A Mystery Explained
Peter McCurdy, 29 June 2008Back in the day, I worked on a Linux system running a version 2.4 kernel, and commonly run on VMware. We had to pay fairly close attention to the system time, and were continually confounded by the fact that time would occasionally go backwards, a situation that occurred much more frequently on VMware. These weren’t small jumps either; they were sometimes 200ms or more. At one point we even had to turn off log messages that commented on this problem, as they simply happened too frequently on VMware to be useful.
I recently ran across an article from VMware titled Timekeeping in VMware Virtual Machines, which explains the cause of the problem.
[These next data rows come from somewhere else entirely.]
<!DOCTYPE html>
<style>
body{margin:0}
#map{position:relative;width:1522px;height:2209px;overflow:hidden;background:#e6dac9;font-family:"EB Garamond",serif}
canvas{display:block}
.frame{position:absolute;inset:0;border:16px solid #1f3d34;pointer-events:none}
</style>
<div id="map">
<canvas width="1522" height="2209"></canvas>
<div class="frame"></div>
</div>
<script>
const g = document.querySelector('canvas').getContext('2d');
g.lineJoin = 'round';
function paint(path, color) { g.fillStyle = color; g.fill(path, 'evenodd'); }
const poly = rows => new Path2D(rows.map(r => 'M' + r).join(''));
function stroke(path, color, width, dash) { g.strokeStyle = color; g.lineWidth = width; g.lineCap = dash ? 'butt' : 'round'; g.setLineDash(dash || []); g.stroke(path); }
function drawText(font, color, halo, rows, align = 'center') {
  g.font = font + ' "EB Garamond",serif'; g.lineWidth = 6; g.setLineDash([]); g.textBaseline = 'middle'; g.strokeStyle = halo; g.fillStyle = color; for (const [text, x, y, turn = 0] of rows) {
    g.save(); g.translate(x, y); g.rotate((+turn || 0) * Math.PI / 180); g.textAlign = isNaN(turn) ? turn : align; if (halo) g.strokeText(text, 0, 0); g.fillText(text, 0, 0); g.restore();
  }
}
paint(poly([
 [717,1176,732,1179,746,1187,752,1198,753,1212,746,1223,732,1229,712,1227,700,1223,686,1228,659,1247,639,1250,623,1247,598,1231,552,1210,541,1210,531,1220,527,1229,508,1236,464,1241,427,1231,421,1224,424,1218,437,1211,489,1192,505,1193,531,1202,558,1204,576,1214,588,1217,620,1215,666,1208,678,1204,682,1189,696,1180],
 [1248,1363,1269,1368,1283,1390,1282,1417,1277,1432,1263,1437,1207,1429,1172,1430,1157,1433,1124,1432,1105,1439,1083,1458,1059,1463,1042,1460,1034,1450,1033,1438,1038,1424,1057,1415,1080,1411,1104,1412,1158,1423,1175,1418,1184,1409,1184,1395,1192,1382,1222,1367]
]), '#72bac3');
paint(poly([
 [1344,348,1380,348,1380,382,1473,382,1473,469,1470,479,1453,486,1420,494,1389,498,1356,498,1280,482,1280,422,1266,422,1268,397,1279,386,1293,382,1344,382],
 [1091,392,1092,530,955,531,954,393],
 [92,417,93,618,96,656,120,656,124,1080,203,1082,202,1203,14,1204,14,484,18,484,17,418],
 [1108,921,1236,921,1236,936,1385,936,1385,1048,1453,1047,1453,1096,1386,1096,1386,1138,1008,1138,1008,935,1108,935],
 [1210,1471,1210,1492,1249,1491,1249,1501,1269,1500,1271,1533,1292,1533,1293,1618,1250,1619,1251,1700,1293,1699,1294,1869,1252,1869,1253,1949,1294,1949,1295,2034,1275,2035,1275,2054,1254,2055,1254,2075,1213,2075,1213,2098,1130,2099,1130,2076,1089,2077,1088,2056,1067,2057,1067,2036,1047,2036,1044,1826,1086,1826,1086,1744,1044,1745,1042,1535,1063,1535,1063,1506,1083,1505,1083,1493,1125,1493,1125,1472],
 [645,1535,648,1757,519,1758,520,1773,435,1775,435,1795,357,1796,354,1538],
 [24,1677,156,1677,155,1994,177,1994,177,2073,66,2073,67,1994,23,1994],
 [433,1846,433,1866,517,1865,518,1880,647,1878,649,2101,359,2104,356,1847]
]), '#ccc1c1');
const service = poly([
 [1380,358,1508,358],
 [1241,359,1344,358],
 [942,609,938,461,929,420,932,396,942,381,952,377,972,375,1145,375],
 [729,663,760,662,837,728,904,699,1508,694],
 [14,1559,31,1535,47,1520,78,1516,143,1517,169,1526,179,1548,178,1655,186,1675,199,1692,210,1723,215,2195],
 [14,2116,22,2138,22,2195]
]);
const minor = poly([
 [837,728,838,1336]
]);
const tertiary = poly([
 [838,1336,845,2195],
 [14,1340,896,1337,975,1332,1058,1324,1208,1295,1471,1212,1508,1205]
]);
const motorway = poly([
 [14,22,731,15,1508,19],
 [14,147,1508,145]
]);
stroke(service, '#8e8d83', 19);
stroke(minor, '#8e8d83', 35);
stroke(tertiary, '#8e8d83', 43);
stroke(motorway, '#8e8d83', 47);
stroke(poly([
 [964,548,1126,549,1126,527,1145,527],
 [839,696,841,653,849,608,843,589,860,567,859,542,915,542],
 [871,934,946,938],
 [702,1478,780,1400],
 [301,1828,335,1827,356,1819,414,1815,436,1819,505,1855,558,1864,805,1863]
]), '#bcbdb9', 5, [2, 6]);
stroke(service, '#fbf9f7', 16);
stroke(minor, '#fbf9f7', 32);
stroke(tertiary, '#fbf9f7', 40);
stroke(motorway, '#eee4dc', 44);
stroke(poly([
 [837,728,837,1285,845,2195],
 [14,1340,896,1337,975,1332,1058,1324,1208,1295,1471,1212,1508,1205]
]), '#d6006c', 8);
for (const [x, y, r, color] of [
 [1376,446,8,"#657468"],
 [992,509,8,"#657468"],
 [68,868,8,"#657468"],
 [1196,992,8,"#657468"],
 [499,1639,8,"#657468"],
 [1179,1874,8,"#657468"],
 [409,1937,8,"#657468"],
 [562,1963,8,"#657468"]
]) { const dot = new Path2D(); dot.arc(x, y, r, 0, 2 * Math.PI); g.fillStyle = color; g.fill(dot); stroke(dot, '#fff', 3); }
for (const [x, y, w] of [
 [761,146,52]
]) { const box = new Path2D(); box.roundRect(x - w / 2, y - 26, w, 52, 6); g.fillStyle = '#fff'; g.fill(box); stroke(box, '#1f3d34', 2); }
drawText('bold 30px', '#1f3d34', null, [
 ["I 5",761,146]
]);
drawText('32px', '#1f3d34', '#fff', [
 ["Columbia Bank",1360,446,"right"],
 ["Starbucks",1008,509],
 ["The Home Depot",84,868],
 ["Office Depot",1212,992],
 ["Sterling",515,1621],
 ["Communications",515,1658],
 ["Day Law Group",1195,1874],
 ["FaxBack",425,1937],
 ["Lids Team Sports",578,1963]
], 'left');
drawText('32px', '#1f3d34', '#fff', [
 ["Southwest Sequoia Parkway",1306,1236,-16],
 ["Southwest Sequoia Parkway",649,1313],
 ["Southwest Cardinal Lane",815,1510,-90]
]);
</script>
Apparently it came down to the 2.4 Linux kernel using a poor algorithm for interpolating the system time in between timer interrupts, which would occasionally overestimate the elapsed time, and then reset itself backwards when a timer interrupt arrived. Life is somewhat better on Linux 2.6, though the paper only covers up to version 2.6.8.1. It would be nice to have an updated version of the paper, as Linux timer handling has changed fairly drastically in later releases of 2.6.
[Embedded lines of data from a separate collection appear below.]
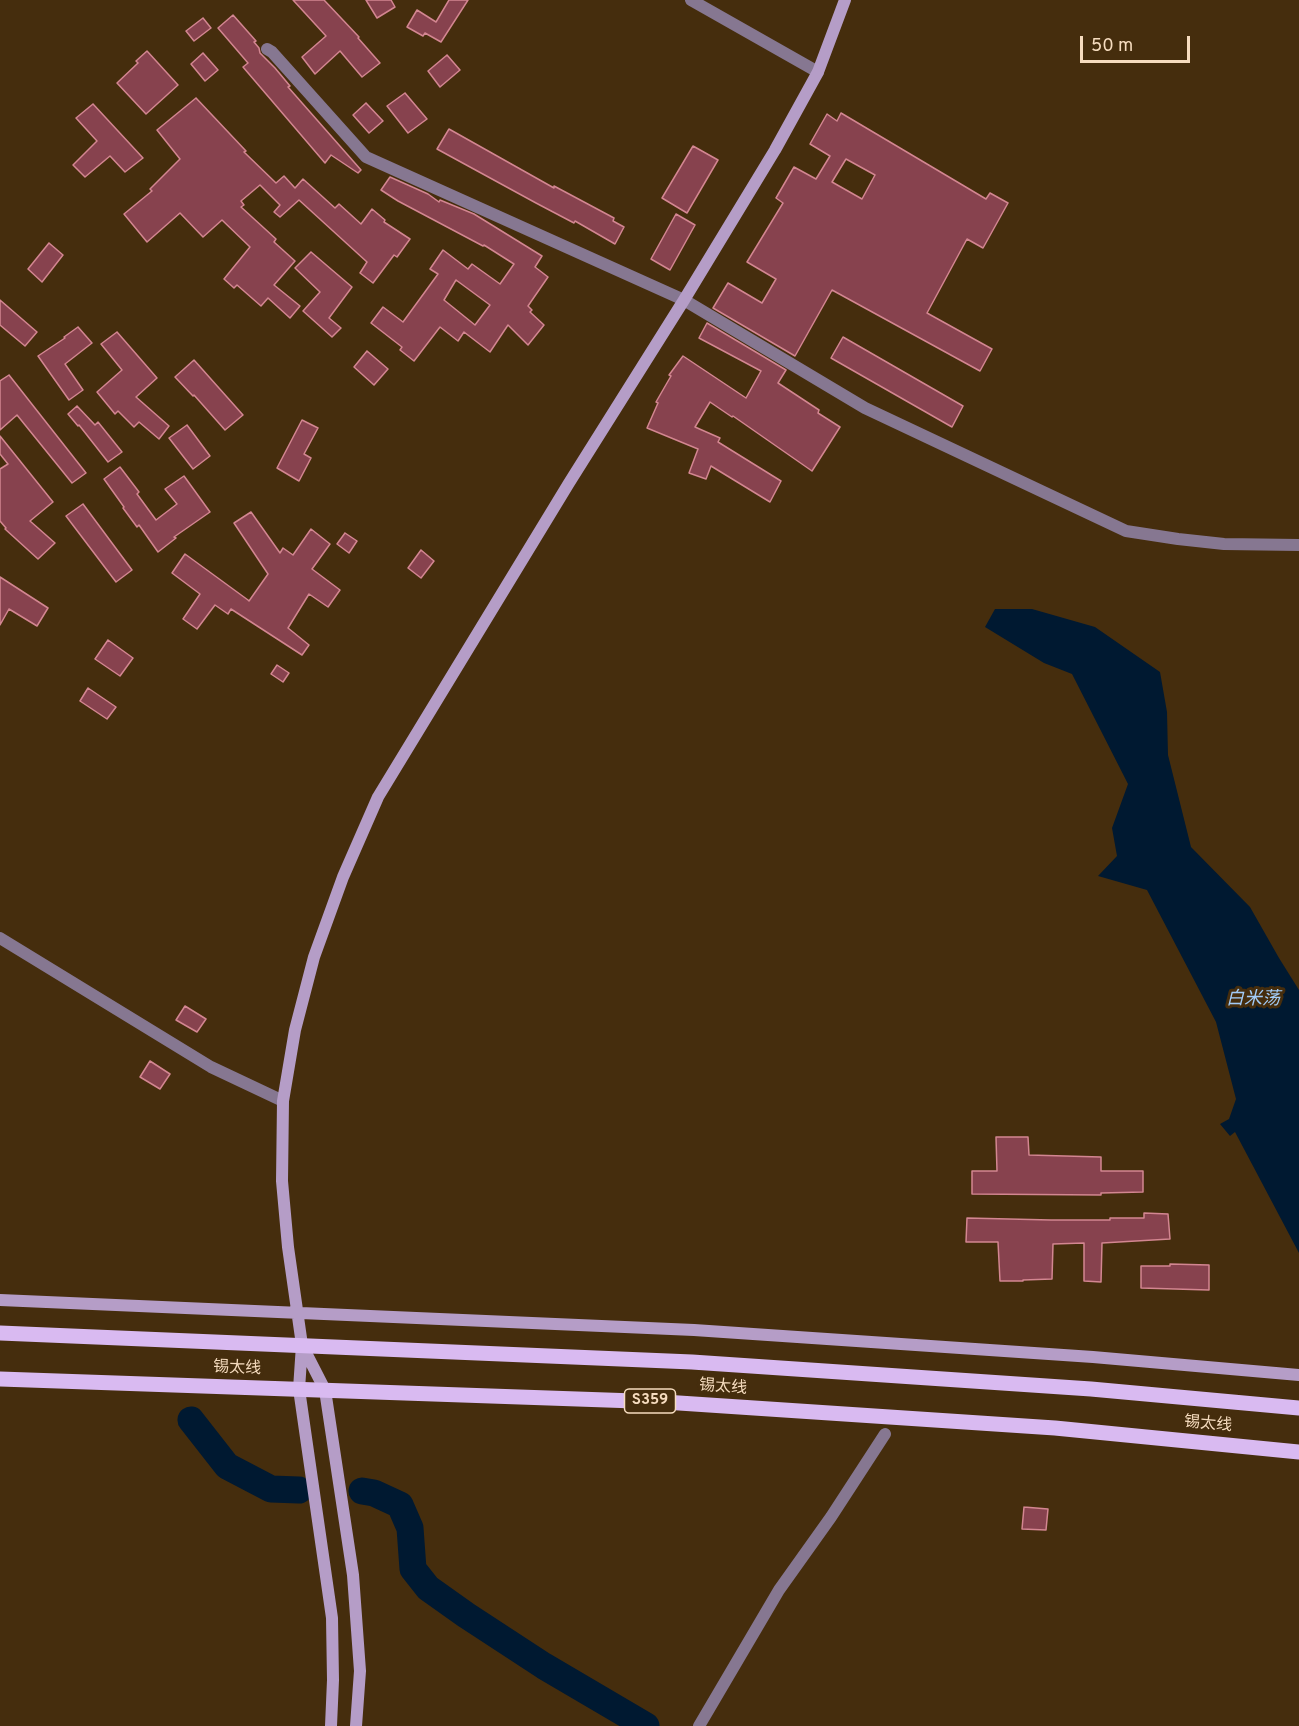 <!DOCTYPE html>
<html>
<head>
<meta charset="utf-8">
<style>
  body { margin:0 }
  #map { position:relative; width:1299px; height:1726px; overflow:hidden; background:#452d0d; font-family:Overpass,sans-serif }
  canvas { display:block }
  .scale { position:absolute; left:1080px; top:36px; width:110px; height:27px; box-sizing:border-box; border:3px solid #f6dcbf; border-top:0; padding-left:8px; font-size:18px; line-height:21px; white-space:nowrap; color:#f6dcbf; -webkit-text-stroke:4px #452d0d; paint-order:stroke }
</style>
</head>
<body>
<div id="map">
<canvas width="1299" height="1726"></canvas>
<div class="scale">50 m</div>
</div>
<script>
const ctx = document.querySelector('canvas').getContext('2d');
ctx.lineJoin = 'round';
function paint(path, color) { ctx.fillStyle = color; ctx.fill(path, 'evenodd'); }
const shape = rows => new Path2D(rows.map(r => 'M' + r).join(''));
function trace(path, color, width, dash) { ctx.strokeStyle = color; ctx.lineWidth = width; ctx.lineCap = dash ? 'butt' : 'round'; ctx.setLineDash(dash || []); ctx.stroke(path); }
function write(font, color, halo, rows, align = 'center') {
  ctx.font = font + ' Overpass,"Noto Sans SC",sans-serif'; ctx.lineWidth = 6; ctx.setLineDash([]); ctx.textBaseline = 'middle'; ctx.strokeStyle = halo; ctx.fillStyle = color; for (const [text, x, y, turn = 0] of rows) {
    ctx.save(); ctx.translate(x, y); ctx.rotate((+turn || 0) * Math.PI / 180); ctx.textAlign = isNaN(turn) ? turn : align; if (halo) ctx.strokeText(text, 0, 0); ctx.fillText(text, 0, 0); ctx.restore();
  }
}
const water = shape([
  [995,609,1032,609,1095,627,1160,672,1167,712,1168,755,1191,847,1250,907,1279,958,1299,990,1299,1253,1235,1132,1230,1136,1220,1124,1229,1119,1236,1099,1216,1022,1147,890,1098,876,1117,856,1112,828,1128,784,1072,674,1044,663,985,627]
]);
const river = shape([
  [191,1420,227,1466,271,1489,299,1490],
  [362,1491,374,1493,400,1505,410,1528,413,1569,428,1588,466,1615,544,1666,646,1726]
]);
const building = shape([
  [293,0,324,0,359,37,358,38,380,63,362,77,340,51,315,74,302,57,326,36,293,0],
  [366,0,391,0,395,7,377,18,366,0],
  [449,0,468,0,441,42,425,33,423,36,407,27,417,10,436,22,449,0],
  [233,15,256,41,254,42,259,48,260,53,275,68,290,86,288,87,361,170,358,173,331,155,325,163,243,67,248,63,218,28,233,15],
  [203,18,211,28,194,41,186,31,203,18],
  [147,51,178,85,146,114,117,83,138,63,136,61,147,51],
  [203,53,218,70,205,81,191,64,203,53],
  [447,55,460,70,440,87,428,71,447,55],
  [405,93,427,119,408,133,387,106,405,93],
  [196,98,246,151,244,152,276,183,284,176,295,188,303,179,335,208,339,204,361,224,372,209,385,220,384,222,410,239,397,257,394,255,373,283,360,273,367,262,299,200,280,217,274,212,280,205,260,185,241,201,244,205,241,207,276,239,274,242,295,261,274,285,300,306,290,318,268,298,261,306,237,285,234,288,224,279,250,247,222,220,203,237,180,213,147,242,124,214,152,191,150,189,180,159,157,130,196,98],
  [366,103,383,121,369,133,353,115,366,103],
  [93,104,143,158,125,172,110,156,85,177,73,165,97,141,76,118,93,104],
  [841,113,986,199,990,193,1008,203,983,248,967,239,927,313,992,349,980,371,832,290,795,356,713,308,728,283,762,303,776,279,747,262,783,203,776,198,794,167,816,179,830,156,810,144,827,114,837,121,841,113],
  [846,159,875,175,862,199,832,182,846,159],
  [449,129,554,188,554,186,614,218,613,221,624,227,615,244,575,221,574,223,536,203,437,149,449,129],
  [693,146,718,160,687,213,662,198,693,146],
  [390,177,428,194,439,202,440,200,474,214,542,256,535,267,548,277,528,306,532,310,530,312,544,325,528,345,508,325,490,352,464,332,458,341,440,327,414,361,400,350,402,347,371,323,383,307,403,322,438,274,430,269,443,250,468,269,472,264,500,284,514,264,484,245,483,246,398,201,381,190,390,177],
  [456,280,490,305,475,325,444,300,456,280],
  [676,214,695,225,670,270,651,259,676,214],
  [49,243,63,255,42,282,28,269,49,243],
  [311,252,352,287,329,318,341,328,332,337,303,311,320,292,295,268,311,252],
  [0,300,37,332,25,346,0,325,0,300],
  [707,323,786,370,778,383,819,410,818,413,840,427,812,471,733,416,732,417,710,402,695,427,720,438,718,442,781,481,770,502,711,466,706,479,689,473,698,449,647,428,658,403,656,402,671,376,669,375,683,356,746,398,761,371,699,338,707,323],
  [78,327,92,343,65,364,83,390,69,400,38,356,65,338,64,337,78,327],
  [117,332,157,378,136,397,169,426,159,439,139,422,134,427,118,411,115,414,97,392,122,370,101,344,117,332],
  [843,337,963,406,952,427,831,358,843,337],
  [367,351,388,369,374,385,354,367,367,351],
  [194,360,243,415,225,430,194,395,193,396,175,377,194,360],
  [9,375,86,473,72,483,17,415,0,430,0,381,9,375],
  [77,406,95,425,98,422,122,452,108,462,79,425,78,426,68,414,77,406],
  [302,420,318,428,304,454,311,458,299,481,277,468,302,420],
  [187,425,210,456,193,469,169,438,187,425],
  [0,436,53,502,30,521,55,543,38,559,5,529,6,528,0,521,0,469,8,464,0,454,0,436],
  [120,467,139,492,137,494,156,520,177,504,165,489,184,476,210,512,174,537,176,538,158,552,139,525,137,527,123,508,124,507,104,479,120,467],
  [83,504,132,570,116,582,66,516,83,504],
  [251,512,280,553,283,548,293,555,311,529,330,544,312,569,340,590,328,607,309,594,288,628,309,645,302,655,231,609,228,614,215,605,197,629,183,619,200,594,172,573,185,554,248,600,249,601,268,574,234,523,251,512],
  [345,533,357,541,349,553,337,544,345,533],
  [421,550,434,561,421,578,408,568,421,550],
  [0,577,48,608,37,626,9,609,0,625,0,577],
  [108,640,133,658,120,676,95,659,108,640],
  [277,665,289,673,283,682,271,674,277,665],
  [88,688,116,707,107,719,80,701,88,688],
  [185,1006,206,1019,197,1032,176,1020,185,1006],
  [150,1061,170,1074,160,1089,140,1077,150,1061],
  [996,1137,1028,1137,1029,1155,1101,1157,1101,1171,1143,1171,1143,1192,1101,1193,1101,1195,972,1194,972,1171,997,1171,996,1137],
  [1144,1213,1168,1214,1170,1239,1102,1243,1101,1282,1084,1281,1084,1243,1053,1244,1052,1279,1023,1280,1023,1281,1000,1281,998,1242,966,1242,967,1218,1051,1220,1110,1220,1110,1218,1144,1218,1144,1213],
  [1170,1264,1209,1265,1209,1290,1141,1288,1141,1266,1170,1266,1170,1264],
  [1024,1507,1048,1509,1046,1530,1022,1529,1024,1507]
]);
const street = shape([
  [691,0,818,72],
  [267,49,272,52,366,157,684,300,865,408,1126,531,1178,539,1224,544,1299,545],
  [0,938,211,1067,283,1101],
  [699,1726,779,1590,831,1517,885,1434]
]);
const secondary = shape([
  [0,1300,694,1330,1093,1357,1299,1375],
  [302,1345,288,1247,282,1181,283,1101,295,1030,314,957,343,877,378,797,569,483,684,300,775,150,818,72,845,0],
  [331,1726,333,1680,332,1618,299,1389,302,1345,325,1390,353,1575,360,1671,356,1726]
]);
const primary = shape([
  [0,1333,692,1362,1091,1389,1299,1408],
  [0,1379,664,1402,1055,1428,1299,1452]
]);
const shields = [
  [650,1401,51]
];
const shieldNames = [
  ["S359",650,1401]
];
const streetNames = [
  ["锡太线",237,1369,2],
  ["锡太线",723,1388,4],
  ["锡太线",1208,1425,5]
];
const waterNames = [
  ["白米荡",1253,1000]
];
paint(water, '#001931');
trace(river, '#001931', 27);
paint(building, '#87424e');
trace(building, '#d38691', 1.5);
trace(street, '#867791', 12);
trace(secondary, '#b59dc7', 12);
trace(primary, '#d9baf1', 15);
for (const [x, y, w] of shields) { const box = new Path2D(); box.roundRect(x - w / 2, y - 12, w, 24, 4.5); ctx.fillStyle = '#452d0d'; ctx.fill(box); trace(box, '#f6dcbf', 1.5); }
write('bold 15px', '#f6dcbf', null, shieldNames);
write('16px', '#f6dcbf', '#452d0d', streetNames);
write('italic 18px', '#a2ccf8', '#452d0d', waterNames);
</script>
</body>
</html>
It’s nice to know that we weren’t going crazy when we were seeing these things, and that there wasn’t much of a sensible option to fix the root cause. The solution we came up with actually worked quite well; we simply stopped calling gettimeofday(2) directly in our application, and instead called a library function that returned a cached value. We then updated this cached value fairly frequently, but checked to make sure that it didn’t randomly jump backward. This ended up being a superior solution anyway, as it gave us better control over clock values in the application, and avoided making tons of redundant system calls.